Un corazón árido, aislado de las alegrías y las tristezas del mundo, se vuelve impermeable a la belleza, la verdad y la fe. Las emociones, como los ríos, deben fluir para mantenerse puras. El estancamiento genera contaminación, y esta, a su vez, indiferencia. El corazón debe ser conmovido por los contrastes —placer y dolor, esperanza y pérdida, caridad enfrentada con silencio—, pues en esta tensión es donde despierta la sensibilidad.

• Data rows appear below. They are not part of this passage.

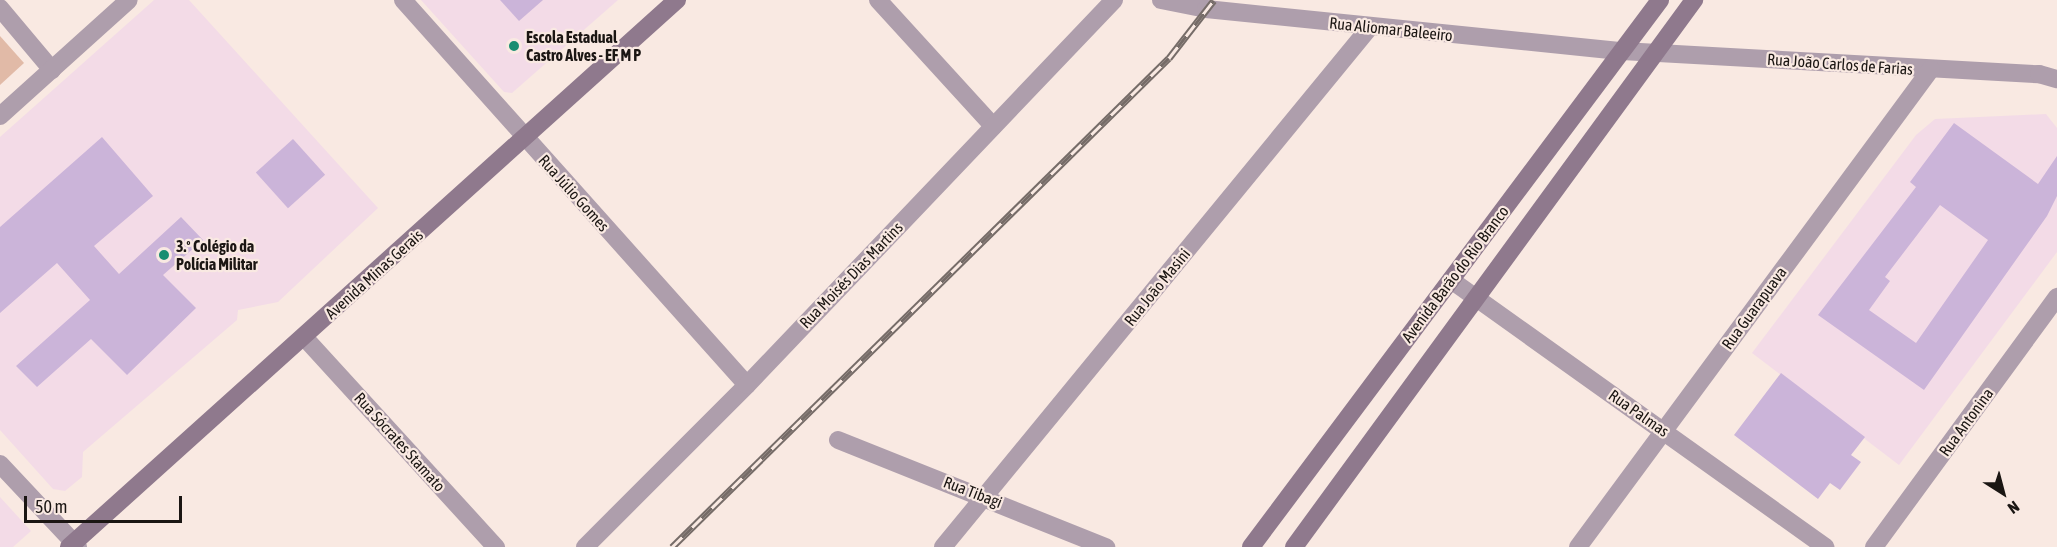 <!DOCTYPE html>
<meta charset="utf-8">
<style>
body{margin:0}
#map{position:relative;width:2057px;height:547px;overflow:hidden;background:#f9e9e2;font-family:"Asap Condensed",sans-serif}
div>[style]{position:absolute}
.education>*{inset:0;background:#f3dbe7}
.green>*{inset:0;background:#e1baa7}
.building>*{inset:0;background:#cbb4d9;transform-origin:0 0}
.street>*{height:18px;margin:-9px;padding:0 9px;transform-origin:9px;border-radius:9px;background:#ae9eac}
.secondary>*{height:18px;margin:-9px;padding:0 9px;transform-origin:9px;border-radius:9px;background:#8f798d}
.rail>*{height:7px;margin-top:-3.5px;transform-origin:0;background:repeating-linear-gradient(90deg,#f9e9e2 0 14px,#766c68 0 28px);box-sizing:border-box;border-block:2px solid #766c68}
.dots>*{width:16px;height:16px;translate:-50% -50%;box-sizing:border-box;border:3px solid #f9e9e2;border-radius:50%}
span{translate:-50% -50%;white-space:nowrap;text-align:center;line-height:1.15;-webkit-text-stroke:4.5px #f9e9e2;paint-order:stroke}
.street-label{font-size:16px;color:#1b1613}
.poi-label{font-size:16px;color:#1b1613;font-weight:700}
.left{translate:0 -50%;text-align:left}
.north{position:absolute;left:1973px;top:463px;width:60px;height:60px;-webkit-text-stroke:4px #f9e9e2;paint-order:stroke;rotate:144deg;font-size:16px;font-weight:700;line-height:24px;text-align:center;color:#1b1613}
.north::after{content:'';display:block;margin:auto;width:21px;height:27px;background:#1b1613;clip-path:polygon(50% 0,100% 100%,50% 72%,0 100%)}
.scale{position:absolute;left:24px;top:496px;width:158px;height:27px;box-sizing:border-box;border:3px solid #1b1613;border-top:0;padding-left:8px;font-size:18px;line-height:21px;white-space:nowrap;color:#1b1613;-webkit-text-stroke:4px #f9e9e2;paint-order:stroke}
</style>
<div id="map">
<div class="education">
<i style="clip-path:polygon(154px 0,189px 0,378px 208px,278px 302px,238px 310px,237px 320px,83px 452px,82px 477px,65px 491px,53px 489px,0 430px,0 137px)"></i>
<i style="clip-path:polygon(421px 0,618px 0,512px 93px,504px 92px)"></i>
<i style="clip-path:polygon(2046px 114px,2057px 128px,2057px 252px,1899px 465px,1752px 353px,1916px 135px,1935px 119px)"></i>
<i style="clip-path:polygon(0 497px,31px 531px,13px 547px,0 547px)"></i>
</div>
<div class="green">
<i style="clip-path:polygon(0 36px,24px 63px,0 85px)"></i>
</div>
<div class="building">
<i style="clip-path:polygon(500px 0,543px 0,519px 21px)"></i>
<i style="clip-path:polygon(evenodd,1954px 123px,2038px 184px,2057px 156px,2057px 196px,2047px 216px,1924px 390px,1818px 315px,1916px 187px,1910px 182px,1954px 123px,1940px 205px,1988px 240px,1916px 343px,1869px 310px,1890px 281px,1885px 277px,1940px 205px)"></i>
<i style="clip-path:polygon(102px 137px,153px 196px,94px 246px,119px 274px,181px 217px,203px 240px,163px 275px,196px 308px,127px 375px,91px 339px,37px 387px,16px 366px,90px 300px,57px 263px,0 313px,0 227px)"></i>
<i style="left:293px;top:139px;width:48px;height:50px;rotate:48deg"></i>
<i style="clip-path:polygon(1781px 373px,1865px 437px,1851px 455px,1861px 462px,1840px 490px,1830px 483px,1818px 499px,1734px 435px)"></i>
</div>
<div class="street">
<i style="left:403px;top:0;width:516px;rotate:48.22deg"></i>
<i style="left:878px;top:0;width:171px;rotate:47.6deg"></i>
<i style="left:1161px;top:0;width:46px;rotate:11.3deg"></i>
<i style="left:1206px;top:9px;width:418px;rotate:5.8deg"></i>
<i style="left:1622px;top:51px;width:418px;rotate:3.2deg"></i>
<i style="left:2039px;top:74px;width:19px;rotate:16deg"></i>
<i style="left:0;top:8px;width:81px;rotate:50deg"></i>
<i style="left:0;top:116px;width:173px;rotate:-42deg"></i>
<i style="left:1451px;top:280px;width:460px;rotate:35.5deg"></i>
<i style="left:304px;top:337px;width:285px;rotate:47.6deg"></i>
<i style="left:838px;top:440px;width:289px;rotate:21.8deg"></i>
<i style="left:0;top:464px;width:114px;rotate:46.8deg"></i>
<i style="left:585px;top:547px;width:229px;rotate:-45deg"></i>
<i style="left:747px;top:385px;width:532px;rotate:-46.37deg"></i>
<i style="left:943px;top:547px;width:673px;rotate:-50.61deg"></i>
<i style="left:1578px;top:547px;width:594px;rotate:-53.55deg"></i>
<i style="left:1874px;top:547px;width:310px;rotate:-53.8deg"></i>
</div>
<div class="secondary">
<i style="left:69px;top:547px;width:818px;rotate:-41.98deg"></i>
<i style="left:1251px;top:547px;width:683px;rotate:-53.21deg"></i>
<i style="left:1294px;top:547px;width:678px;rotate:-53.82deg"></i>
</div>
<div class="rail">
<i style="left:672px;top:547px;width:697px;rotate:-44.54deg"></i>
<i style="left:1169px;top:58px;width:73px;rotate:-52.2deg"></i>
</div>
<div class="dots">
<i style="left:514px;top:46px;background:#188e71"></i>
<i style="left:164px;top:255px;background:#188e71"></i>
</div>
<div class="street-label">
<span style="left:1391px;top:29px;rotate:6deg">Rua Aliomar Baleeiro</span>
<span style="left:1840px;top:64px;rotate:4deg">Rua João Carlos de Farias</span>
<span style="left:574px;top:193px;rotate:48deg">Rua Júlio Gomes</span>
<span style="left:374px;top:274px;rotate:-42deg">Avenida Minas Gerais</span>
<span style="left:1455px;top:274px;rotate:-53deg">Avenida Barão do Rio Branco</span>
<span style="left:851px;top:275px;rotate:-46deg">Rua Moisés Dias Martins</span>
<span style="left:1157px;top:287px;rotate:-51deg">Rua João Masini</span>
<span style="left:1754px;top:308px;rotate:-54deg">Rua Guarapuava</span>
<span style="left:1639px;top:413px;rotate:35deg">Rua Palmas</span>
<span style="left:1966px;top:422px;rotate:-54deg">Rua Antonina</span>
<span style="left:400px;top:442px;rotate:48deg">Rua Sócrates Stamato</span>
<span style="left:973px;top:492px;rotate:21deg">Rua Tibagi</span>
</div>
<div class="poi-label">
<span class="left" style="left:526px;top:46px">Escola Estadual<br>Castro Alves - EF M P</span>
<span class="left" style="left:176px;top:255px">3.º Colégio da<br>Polícia Militar</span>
</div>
<div class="north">N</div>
<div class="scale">50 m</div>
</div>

Como escribió John Keats: «¿No ven cuán necesario es un mundo de dolores y dificultades para educar la inteligencia y convertirla en alma?».
«Todo el poder, la pureza y la grandeza: todo está en el alma». Swami Vivekananda
Esta sensibilidad no es fragilidad; es fuerza refinada por la misericordia. Es el discernimiento la percepción serena del alma— el que se convierte en la raíz del conocimiento y el alma de la fe. Un espíritu inconmovible es un alma dormida, y ninguna doctrina ni intelecto, por precisos que sean, puede sustituir la calidez de la experiencia sentida. La bondad, entonces, no es simplemente la ausencia de perjuicio. No basta con decir: «No he hecho nada malo». También debemos preguntarnos: «¿He hecho lo correcto?». Abstenerse del mal es el fundamento de la justicia, pero actuar con amor es su plenitud. Como observó William Alger: «La riqueza de un alma se mide por lo mucho que puede sentir; su pobreza, por lo poco que puede «. Solo sembrando bondad se puede cosechar gracia.
Por lo tanto, que tu bondad sea una labor diaria, no un rasgo pasivo. Deja que purifique tus sentidos y abra tu corazón, para que incluso el dolor te enseñe belleza y de esta forma cada acto de bondad se convierta en una puerta a la verdad.